Every line with the word "place" in it should be extracted from the data that follows.

SUPPLIED MATERIAL -
# # #

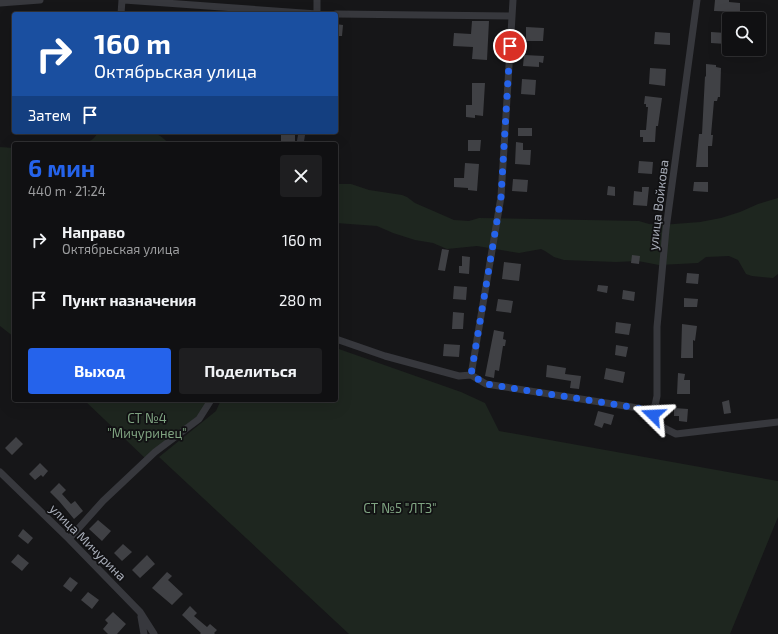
<!DOCTYPE html>
<html lang="ru">
<head>
<meta charset="utf-8">
<style>
  body { margin:0; font-family:"Exo 2",sans-serif; background:#1e1e20; color:#f1f3f6; height:100vh; display:flex; flex-direction:column; font-size:15px; white-space:nowrap }
  * { box-sizing:border-box; margin:0 }
  p { font-size:13px; color:#9c9d9f }
  .icon { flex:none; width:22px; height:22px; fill:none; stroke:currentColor; stroke-width:2; stroke-linecap:round; stroke-linejoin:round }
  .map { position:relative; flex:1; overflow:hidden }
  .drawer { position:absolute; left:12px; top:142px; width:326px; height:260px; display:flex; flex-direction:column; background:#101012; border-radius:4px; box-shadow:0 4px 16px #0002,0 0 0 1px #303032 }
  .drawer>* { flex:none }
  .banner { position:absolute; left:12px; top:12px; width:326px; height:122px; border-radius:4px; box-shadow:0 4px 16px #0002,0 0 0 1px #303032; background:#1a4fa0; color:#fff; overflow:hidden }
  .buttons { position:absolute; left:722px; top:12px; display:grid; gap:8px }
  .buttons a { display:grid; place-items:center; width:44px; height:44px; border-radius:4px; background:#101012; box-shadow:0 4px 16px #0002,0 0 0 1px #303032; font-size:20px }
  .pin { position:absolute; display:grid; place-items:center; width:34px; height:34px; color:#fff; margin:-17px; border:2px solid #fff; border-radius:50%; box-shadow:0 1px 4px #0007 }
  .me { position:absolute; width:44px; margin:-22px; rotate:291deg; stroke-linejoin:round; filter:drop-shadow(0 0 3px #0008) }
  .turn { display:flex; align-items:center; gap:14px; height:84px; padding:0 16px; font-size:18px }
  .turn .icon { width:52px; height:52px; stroke-width:2.5 }
  .turn b { display:block; font-size:28px; line-height:34px }
  .then { display:flex; align-items:center; height:38px; padding:0 16px; background:#0003; gap:8px; font-size:15px }
  .round { display:grid; place-items:center; flex:none; width:42px; height:42px; border-radius:4px; background:#1e1e20 }
  .headline { display:flex; align-items:center; justify-content:space-between; height:68px; padding:0 16px }
  h1 { font-size:24px; font-weight:700; line-height:30px; color:#2563eb }
  .primary-button { display:flex; gap:8px; margin-top:auto; padding:8px 16px }
  .primary-button a { flex:1; height:46px; border-radius:4px; background:#2563eb; color:#fff; font-size:16px; font-weight:700; line-height:46px; text-align:center }
  .primary-button a+a { background:#1e1e20; color:#f1f3f6 }
  ul { padding:0; list-style:none }
  li { display:flex; align-items:center; gap:12px; height:60px; padding:0 16px }
  li div { flex:1 }
  li b { display:block; font-size:15px }
  li em { font-style:normal }
  .map>svg:first-child { display:block }
</style>
</head>
<body>
<div class="map">
<svg width="778" height="634" viewBox="0 0 778 634">
  <rect width="100%" height="100%" fill="#161618"/>
  <!-- green -->
  <path fill="#1e261f" d="M 99,132 C 117,132 138,129 156,134 C 163,136 165,142 172,144 L 85,144 L 93,139 Z
    M 0,147 L 14,148 L 14,337 L 0,326 Z
    M 336,184 L 351,184 L 369,190 L 402,195 L 407,197 L 415,203 L 454,220 L 469,221 L 479,218 L 639,221 L 649,224 L 661,225 L 700,222 L 721,218 L 740,212 L 758,204 L 778,198 L 778,274 L 773,278 L 752,276 L 746,274 L 738,260 L 729,256 L 706,257 L 698,263 L 659,265 L 638,261 L 616,262 L 564,260 L 554,257 L 545,251 L 541,249 L 519,253 L 477,246 L 447,249 L 433,243 L 415,240 L 393,233 L 377,226 L 336,223 Z
    M 336,348 L 461,392 L 485,403 L 499,431 L 778,481 L 778,517 L 730,634 L 349,634 L 159,457 L 216,411 L 221,400 L 336,400 Z
    M 84,400 L 207,400 L 201,413 L 146,459 Z"/>
  <!-- building -->
  <path fill="#404145" d="M 715,0 L 729,0 L 729,2 L 740,3 L 740,12 L 714,11 Z
    M 472,21 L 489,21 L 487,60 L 472,59 L 473,47 L 453,46 L 454,33 L 471,34 Z
    M 336,24 L 343,25 L 342,36 L 336,36 Z
    M 526,27 L 544,28 L 543,41 L 526,41 Z
    M 655,32 L 670,33 L 670,45 L 654,44 Z
    M 711,32 L 726,33 L 726,44 L 711,43 Z
    M 524,55 L 544,56 L 543,63 L 539,62 L 539,67 L 523,66 Z
    M 706,64 L 716,65 L 716,67 L 721,68 L 720,97 L 718,97 L 717,101 L 714,101 L 711,135 L 713,135 L 712,146 L 708,146 L 708,167 L 696,167 L 699,134 L 702,134 L 705,76 L 706,77 Z
    M 650,68 L 666,69 L 665,86 L 649,84 Z
    M 522,79 L 536,80 L 535,95 L 521,94 Z
    M 472,83 L 485,83 L 483,116 L 475,115 L 475,118 L 466,117 L 466,105 L 472,105 Z
    M 645,96 L 662,98 L 658,126 L 656,126 L 655,142 L 643,142 L 643,137 L 640,137 L 640,130 L 646,130 L 648,107 L 646,107 L 646,104 L 644,104 Z
    M 518,128 L 532,128 L 532,136 L 518,136 Z
    M 281,135 L 295,135 L 295,144 L 281,144 Z
    M 468,140 L 481,140 L 480,151 L 468,151 Z
    M 516,142 L 523,143 L 523,150 L 531,150 L 530,165 L 515,164 Z
    M 639,161 L 653,162 L 652,174 L 638,173 Z
    M 465,163 L 479,164 L 477,191 L 468,190 L 468,188 L 454,187 L 454,178 L 464,178 Z
    M 513,179 L 528,180 L 527,192 L 512,191 Z
    M 694,182 L 708,182 L 708,192 L 693,191 Z
    M 608,186 L 615,187 L 615,196 L 607,195 Z
    M 642,187 L 649,187 L 647,206 L 633,205 L 634,191 L 642,192 Z
    M 442,249 L 449,250 L 445,271 L 438,270 Z
    M 632,255 L 640,256 L 639,264 L 631,263 Z
    M 462,256 L 470,257 L 469,274 L 459,273 L 459,266 L 462,266 Z
    M 504,262 L 521,264 L 519,281 L 502,279 Z
    M 687,273 L 699,274 L 698,284 L 686,283 Z
    M 598,285 L 608,286 L 607,293 L 597,291 Z
    M 454,286 L 467,287 L 466,300 L 453,299 Z
    M 623,290 L 635,292 L 634,301 L 622,299 Z
    M 684,298 L 698,299 L 697,307 L 684,307 Z
    M 498,299 L 513,301 L 511,313 L 496,311 Z
    M 453,312 L 464,313 L 463,329 L 452,329 Z
    M 616,322 L 631,324 L 629,335 L 615,333 Z
    M 682,324 L 697,326 L 695,341 L 693,340 L 693,358 L 681,358 Z
    M 494,330 L 504,332 L 503,339 L 506,340 L 505,346 L 503,346 L 499,371 L 495,370 L 494,378 L 485,376 Z
    M 444,344 L 460,345 L 459,357 L 443,356 Z
    M 616,345 L 628,347 L 626,357 L 615,355 Z
    M 547,365 L 566,368 L 565,374 L 581,376 L 579,389 L 570,388 L 571,381 L 546,377 Z
    M 606,368 L 625,372 L 623,383 L 604,379 Z
    M 678,373 L 685,374 L 684,380 L 690,380 L 690,394 L 677,394 Z
    M 729,400 L 731,413 L 724,414 L 722,402 Z
    M 674,408 L 688,409 L 687,422 L 679,421 L 679,416 L 674,416 Z
    M 598,411 L 614,415 L 611,425 L 604,423 L 602,428 L 594,425 Z
    M 16,437 L 23,444 L 12,455 L 5,448 Z
    M 40,463 L 48,471 L 43,477 L 41,475 L 35,480 L 29,474 Z
    M 59,483 L 66,490 L 62,494 L 71,504 L 75,501 L 83,511 L 74,519 L 59,501 L 50,492 Z
    M 98,520 L 111,531 L 102,541 L 89,529 Z
    M 23,529 L 33,538 L 28,544 L 18,536 Z
    M 123,544 L 132,552 L 122,561 L 114,553 Z
    M 18,554 L 29,563 L 22,571 L 11,562 Z
    M 147,555 L 155,564 L 140,578 L 132,570 Z
    M 167,572 L 172,576 L 168,580 L 183,594 L 172,605 L 152,588 Z
    M 70,577 L 78,583 L 71,592 L 63,586 Z
    M 88,592 L 99,600 L 92,609 L 81,600 Z
    M 190,606 L 197,613 L 194,616 L 207,627 L 210,624 L 217,630 L 214,633 L 215,634 L 200,634 L 201,633 L 182,615 Z
    M 113,612 L 126,624 L 117,634 L 108,634 L 103,629 L 108,623 L 105,620 Z"/>
  <g fill="none" stroke-linecap="round" stroke-linejoin="round">
    <!-- minor -->
    <path stroke="#37383d" stroke-width="7" d="M 124,0 L 317,14
      M 0,3 L 40,0
      M 121,14 L 122,0
      M 317,14 L 317,0
      M 336,14 L 512,16
      M 300,144 L 302,132
      M 336,339 L 385,356 L 459,376 L 471,375 L 486,384 L 638,408 L 653,415 L 662,427 L 676,434 L 778,422
      M 471,375 L 501,197 L 513,0
      M 653,415 L 657,396 L 657,327 L 666,229 L 697,0
      M 0,472 L 69,539 L 140,612 L 154,634
      M 69,539 L 103,501 L 155,452 L 199,419 L 211,400
      M 141,617 L 144,634"/>
  </g>
  <g fill="none" stroke-linecap="round" stroke-linejoin="round">
    <!-- route -->
    <path stroke="#2563eb" stroke-width="7" stroke-dasharray="0 12.6" d="M 510,46 L 501,197 L 471,375 L 486,384 L 638,408 L 653,415"/>
  </g>
  <g text-anchor="middle" stroke-width="3.5" stroke-linejoin="round" paint-order="stroke">
    <!-- street labels -->
    <g font-size="13" fill="#a8adb8" stroke="#111113">
      <text transform="translate(658 205) rotate(-83)" y="5">улица Войкова</text>
      <text transform="translate(88 542) rotate(45)" y="5">улица Мичурина</text>
    </g>
    <!-- park labels -->
    <g font-size="13" fill="#7fa381" stroke="#111113">
      <text x="147" y="423">СТ №4<tspan x="147" dy="15">"Мичуринец"</tspan></text>
      <text x="400" y="513">СТ №5 "ЛТЗ"</text>
    </g>
  </g>
</svg>
<div class="buttons">
<a><svg class="icon" aria-label="search" viewBox="0 0 24 24"><circle cx="10" cy="10" r="6"/><path d="M15 15l6 6"/></svg></a>
</div>
<div class="pin" style="left:510px;top:46px;background:#d93025"><svg class="icon" aria-label="arrive" viewBox="0 0 24 24"><path d="M6 21V4h12l-3 4 3 4H6"/></svg></div>
<svg class="me" style="left:653px;top:415px" viewBox="-20 -20 40 40"><path d="M0-17L14 15 0 8-14 15z" fill="#2563eb" stroke="#fff" stroke-width="4"/></svg>
<div class="banner">
<div class="turn"><svg class="icon" aria-label="right" viewBox="0 0 24 24"><path d="M7 20v-9h11M14 6l5 5-5 5"/></svg><div><b>160 m</b>Октябрьская улица</div></div>
<div class="then">Затем<svg class="icon" aria-label="arrive" viewBox="0 0 24 24"><path d="M6 21V4h12l-3 4 3 4H6"/></svg></div>
</div>
<section class="drawer">
<div class="headline"><div><h1>6 мин</h1><p>440 m · 21:24</p></div><a class="round"><svg class="icon" aria-label="close" viewBox="0 0 24 24"><path d="M6 6l12 12M18 6L6 18"/></svg></a></div>
<ul>
<li><svg class="icon" aria-label="right" viewBox="0 0 24 24"><path d="M7 20v-9h11M14 6l5 5-5 5"/></svg><div><b>Направо</b><p>Октябрьская улица</p></div><em>160 m</em></li>
<li><svg class="icon" aria-label="arrive" viewBox="0 0 24 24"><path d="M6 21V4h12l-3 4 3 4H6"/></svg><div><b>Пункт назначения</b></div><em>280 m</em></li>
</ul>
<div class="primary-button"><a>Выход</a><a>Поделиться</a></div>
</section>
</div>
</body>
</html>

# # #

SOLUTION -
  .buttons a { display:grid; place-items:center; width:44px; height:44px; border-radius:4px; background:#101012; box-shadow:0 4px 16px #0002,0 0 0 1px #303032; font-size:20px }
  .pin { position:absolute; display:grid; place-items:center; width:34px; height:34px; color:#fff; margin:-17px; border:2px solid #fff; border-radius:50%; box-shadow:0 1px 4px #0007 }
  .round { display:grid; place-items:center; flex:none; width:42px; height:42px; border-radius:4px; background:#1e1e20 }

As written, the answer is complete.